Keywords: arachidonic acid; cerebral blood flow; cytochrome P-450; ischemic stroke; middle cerebral artery occlusion.

Fig. 1.

The effect of acute trans-4-[4-(3-adamantan-1-yl-ureido)-cyclohexyloxy]-benzoic acid (t-AUCB) treatment on brain infarct volume after temporary middle cerebral artery occlusion (MCAO) in rats (n = 9). A: representative rat brain sections stained with 2,3,5-triphenyltetrazolium chloride following vehicle (HPβCD) or t-AUCB. B: percent infarct volume in rats treated with vehicle (HPβCD) or t-AUCB. Percent infarct volume was calculated by dividing infarct volume by contralateral hemisphere volume. Rats were euthanized 24 h after MCAO, and brain sections were obtained for infarct volume determination. Data represented as means ± SD. ***Significant values for P < 0.01.

Fig. 2.

The effect of acute t-AUCB treatment on brain cortical soluble epoxide hydrolase (sEH) activity after temporary MCAO in rats (n = 6). Rats treated with t-AUCB showed a significant increase in the ratio of cumulative epoxyeicosatrienoic acids (EETs)/dihydroxyeicosatrienoic acids (DHETs) (11,12- and 14,15- EET/DHET) (A) but no significant changes in 20-hydroxyeicosatetraenoic acids (HETE; B), 6-Keto-PGF_1α (metabolite of PGI₂; C), and PGF_2α (D) when compared with the vehicle-treated group.
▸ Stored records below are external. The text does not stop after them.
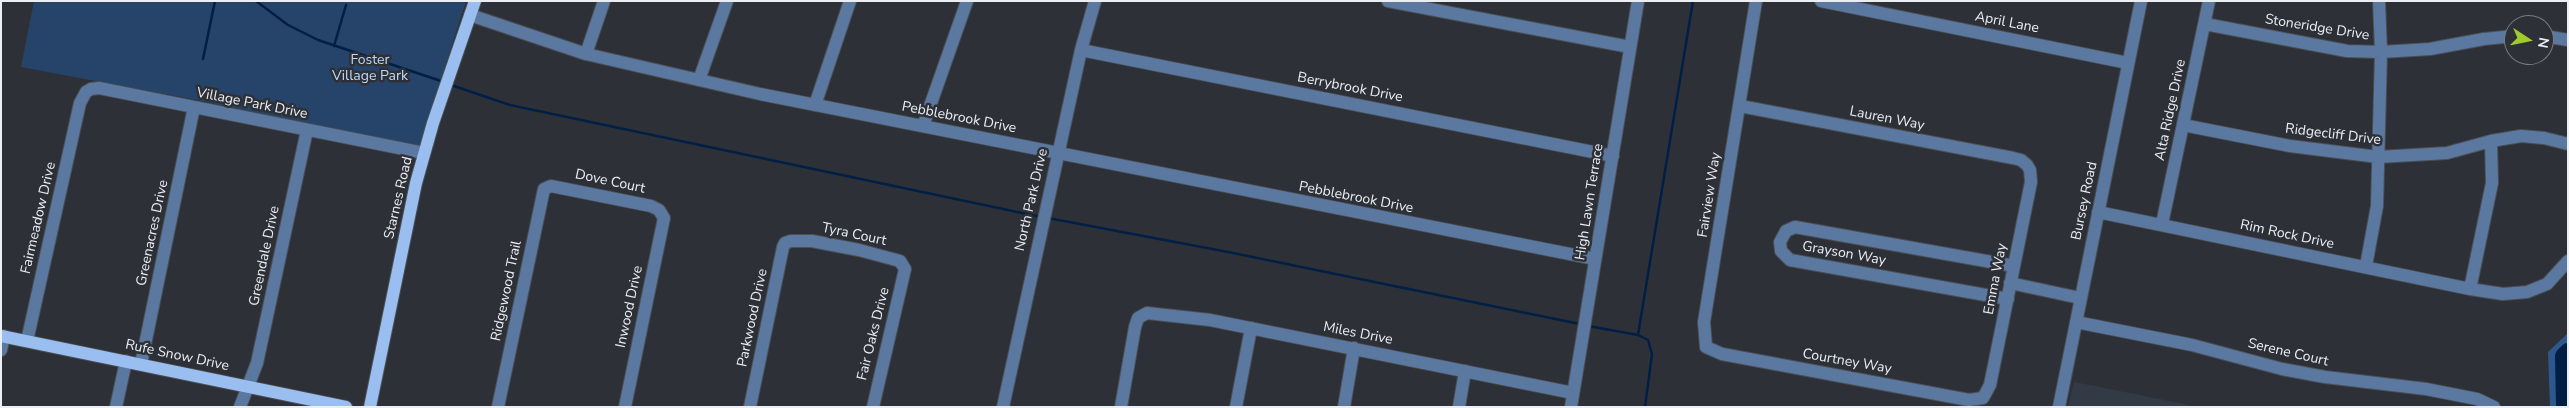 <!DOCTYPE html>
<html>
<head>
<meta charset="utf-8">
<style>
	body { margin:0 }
	#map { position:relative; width:2569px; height:408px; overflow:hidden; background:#2d3137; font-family:"Nunito Sans",sans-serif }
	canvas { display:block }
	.frame { position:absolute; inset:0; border:2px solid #ebeef3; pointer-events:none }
	.north { position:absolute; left:2504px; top:15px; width:50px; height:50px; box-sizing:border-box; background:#2d3137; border:1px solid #797d82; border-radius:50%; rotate:101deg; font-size:14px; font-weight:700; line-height:20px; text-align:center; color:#ebeef3 }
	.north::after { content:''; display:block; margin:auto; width:18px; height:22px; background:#a0c92c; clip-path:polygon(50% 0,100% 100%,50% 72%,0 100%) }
</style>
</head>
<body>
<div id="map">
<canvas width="2569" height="408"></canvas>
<div class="frame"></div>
<div class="north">N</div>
</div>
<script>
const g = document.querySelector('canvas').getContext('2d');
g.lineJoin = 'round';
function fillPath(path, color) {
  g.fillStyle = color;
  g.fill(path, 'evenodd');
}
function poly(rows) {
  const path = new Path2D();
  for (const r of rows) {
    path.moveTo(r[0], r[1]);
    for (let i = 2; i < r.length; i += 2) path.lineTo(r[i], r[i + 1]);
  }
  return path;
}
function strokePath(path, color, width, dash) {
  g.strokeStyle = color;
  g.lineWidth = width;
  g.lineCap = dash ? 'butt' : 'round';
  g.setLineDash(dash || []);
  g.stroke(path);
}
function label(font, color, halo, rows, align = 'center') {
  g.font = font + ' "Nunito Sans",sans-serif';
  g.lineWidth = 5;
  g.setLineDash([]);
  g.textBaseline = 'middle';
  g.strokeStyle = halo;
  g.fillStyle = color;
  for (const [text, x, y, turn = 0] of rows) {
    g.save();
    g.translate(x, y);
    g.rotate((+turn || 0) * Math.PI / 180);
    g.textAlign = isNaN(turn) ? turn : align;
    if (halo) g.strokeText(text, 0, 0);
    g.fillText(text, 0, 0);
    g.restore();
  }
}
const built = poly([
	[2074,382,2100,387,2199,407,2068,407]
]);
const green = poly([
	[34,1,466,1,419,148,202,101,21,67]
]);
const forest = poly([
	[2568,333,2568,407,2550,407,2548,352]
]);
const stream = poly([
	[256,1,288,25,318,40,444,82],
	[334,46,346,5],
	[203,59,215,1],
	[451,85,510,105,1041,217],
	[1048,218,1228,252,1580,324],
	[1588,326,1638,335,1648,340,1652,354,1645,407],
	[1638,335,1693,1]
]);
const river = poly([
	[2564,407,2563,356,2568,351]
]);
const minor = poly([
	[1388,1,1630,47],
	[1821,1,2128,63],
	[470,15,586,54,760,94,1595,259],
	[2205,24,2347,51,2381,52,2430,49,2484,39,2514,36],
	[2544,36,2568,40],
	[1081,50,1613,156],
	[586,54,604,1],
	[699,80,727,1],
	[815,105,850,1],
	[1740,106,2013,158,2021,160,2027,165,2030,170,2031,182,1990,385,1983,398,1969,400,1722,354,1706,347,1704,322,1756,1],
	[2183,125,2290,146,2378,157,2447,153,2491,141,2521,136,2544,138,2568,144],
	[923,126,967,1],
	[2098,212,2470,289,2503,294,2527,292,2547,284,2568,261],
	[2162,224,2209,1],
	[2366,266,2377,206,2381,52,2379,1],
	[2010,283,2080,298],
	[2470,289,2492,183,2491,141],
	[2008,299,1790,260,1781,251,1780,242,1786,231,1795,227,2014,266],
	[2076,322,2192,345,2282,369,2325,377,2426,389,2477,399,2494,407],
	[27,341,80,103,86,92,91,89,99,88,424,153],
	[1,350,4,336],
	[141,364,194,107],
	[116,407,126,361],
	[240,407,257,363,307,130],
	[498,407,544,189,551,186,651,206,659,210,664,218,625,407],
	[750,407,783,247,785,243,791,241,812,241,859,250,900,261,905,269,873,407],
	[1003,407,1081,50,1095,1],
	[1121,407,1135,327,1138,318,1147,313,1210,320,1573,393],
	[1236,407,1251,328],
	[1344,407,1354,348],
	[1459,407,1465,371],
	[1571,407,1638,1],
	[2059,407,2141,1]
]);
const major = poly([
	[1,336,346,407],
	[370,407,416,183,433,123,475,1]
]);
const streetNames = [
	["April Lane",2007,23,11],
	["Stoneridge Drive",2317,28,9],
	["Berrybrook Drive",1350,88,11],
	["Village Park Drive",252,104,11],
	["Alta Ridge Drive",2171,110,-78],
	["Pebblebrook Drive",959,118,11],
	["Lauren Way",1887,119,11],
	["Ridgecliff Drive",2333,135,7],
	["Dove Court",610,182,12],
	["Fairview Way",1710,195,-81],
	["Starnes Road",399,198,-77],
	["Pebblebrook Drive",1356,198,11],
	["North Park Drive",1032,200,-77],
	["Bursey Road",2085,201,-78],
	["High Lawn Terrace",1590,202,-81],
	["Fairmeadow Drive",39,218,-77],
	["Greenacres Drive",153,233,-78],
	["Tyra Court",854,235,12],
	["Rim Rock Drive",2287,235,12],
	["Grayson Way",1844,254,10],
	["Greendale Drive",265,256,-78],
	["Emma Way",1996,279,-79],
	["Ridgewood Trail",507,291,-78],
	["Inwood Drive",630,307,-78],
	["Parkwood Drive",753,318,-78],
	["Fair Oaks Drive",874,334,-76],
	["Miles Drive",1358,334,11],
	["Serene Court",2288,353,13],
	["Rufe Snow Drive",177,356,12],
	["Courtney Way",1847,362,10]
];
const parkNames = [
	["Foster",370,61],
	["Village Park",370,77]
];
fillPath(built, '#323a45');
fillPath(green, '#264469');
fillPath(forest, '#2e588d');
strokePath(stream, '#011f45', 2.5);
strokePath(river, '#011f45', 16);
strokePath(minor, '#4b4f55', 14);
strokePath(major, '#4b4f55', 14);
strokePath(minor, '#5a78a0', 12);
strokePath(major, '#99beef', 12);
label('14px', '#ebeef3', '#2d3137', streetNames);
label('14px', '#bed7f7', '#2d3137', parkNames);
</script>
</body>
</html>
Brain cortices were collected at 6 h after t-AUCB dosing. Data represented as means ± SD. *Significant values for P < 0.05.

Fig. 3.

Representative LC/MS chromatograms of rat brain cortical sample showing EETs and 20-HETE before (A) and (B) treatment with t-AUCB.

Fig. 4.

The effect of acute t-AUCB on functional outcome in a rat temporary MCAO model (n = 9). Rats treated with t-AUCB showed significant improvement in arm flexure (A), neurological deficit score (B), time to remove tape (C), and tape surface area ratio (D) compared with vehicle-treated group on both days 1 and 2. Data represented as means ± SD. *Significant values for P < 0.05; ***significant values for for P < 0.001.

Fig. 5.

Comparison of cerebral blood flow (CBF) in the cerebral cortex ipsilateral to infarct of vehicle and t-AUCB-treated rats (n = 7). A: representative brain CBF maps of rats treated with vehicle or t-AUCB before MCAO (pre), during MCAO (70 min), and after post-ischemic reperfusion (270 min). Dark blue area on right cerebral cortex signifies formation of infarct. B: CBF values (reported as ml/100 g tissue/min) in the cortex ipsilateral to infarct. C: physiological parameters [mean arterial blood pressure (MABP) and blood pCO₂]. Data represented as means ± SD.

Fig. 6.

The effect of t-AUCB on cytotoxicity of primary rat cortical neuronal cultures. Cytotoxicity was assessed by using a Cytotox-Flour kit and propidium iodide (PI) staining. Cytotoxicity was represented as percent cell death normalized to positive control staurosporine (SP). A: percent cell death with t-AUCB or vehicle treatment under hypoxic and nonhypoxic conditions. B: representative images of rat primary cortical neuronal cultures imaged under fluorescence microscope after Hoechst (blue) and PI (red) staining. C: cytotoxicity assessment after hypoxic injury by PI staining. Staurosporine and MK-801 were used as positive and negative controls. Data represented as means ± SD. **Significant values for P < 0.01; ***significant values for P < 0.001, respectively.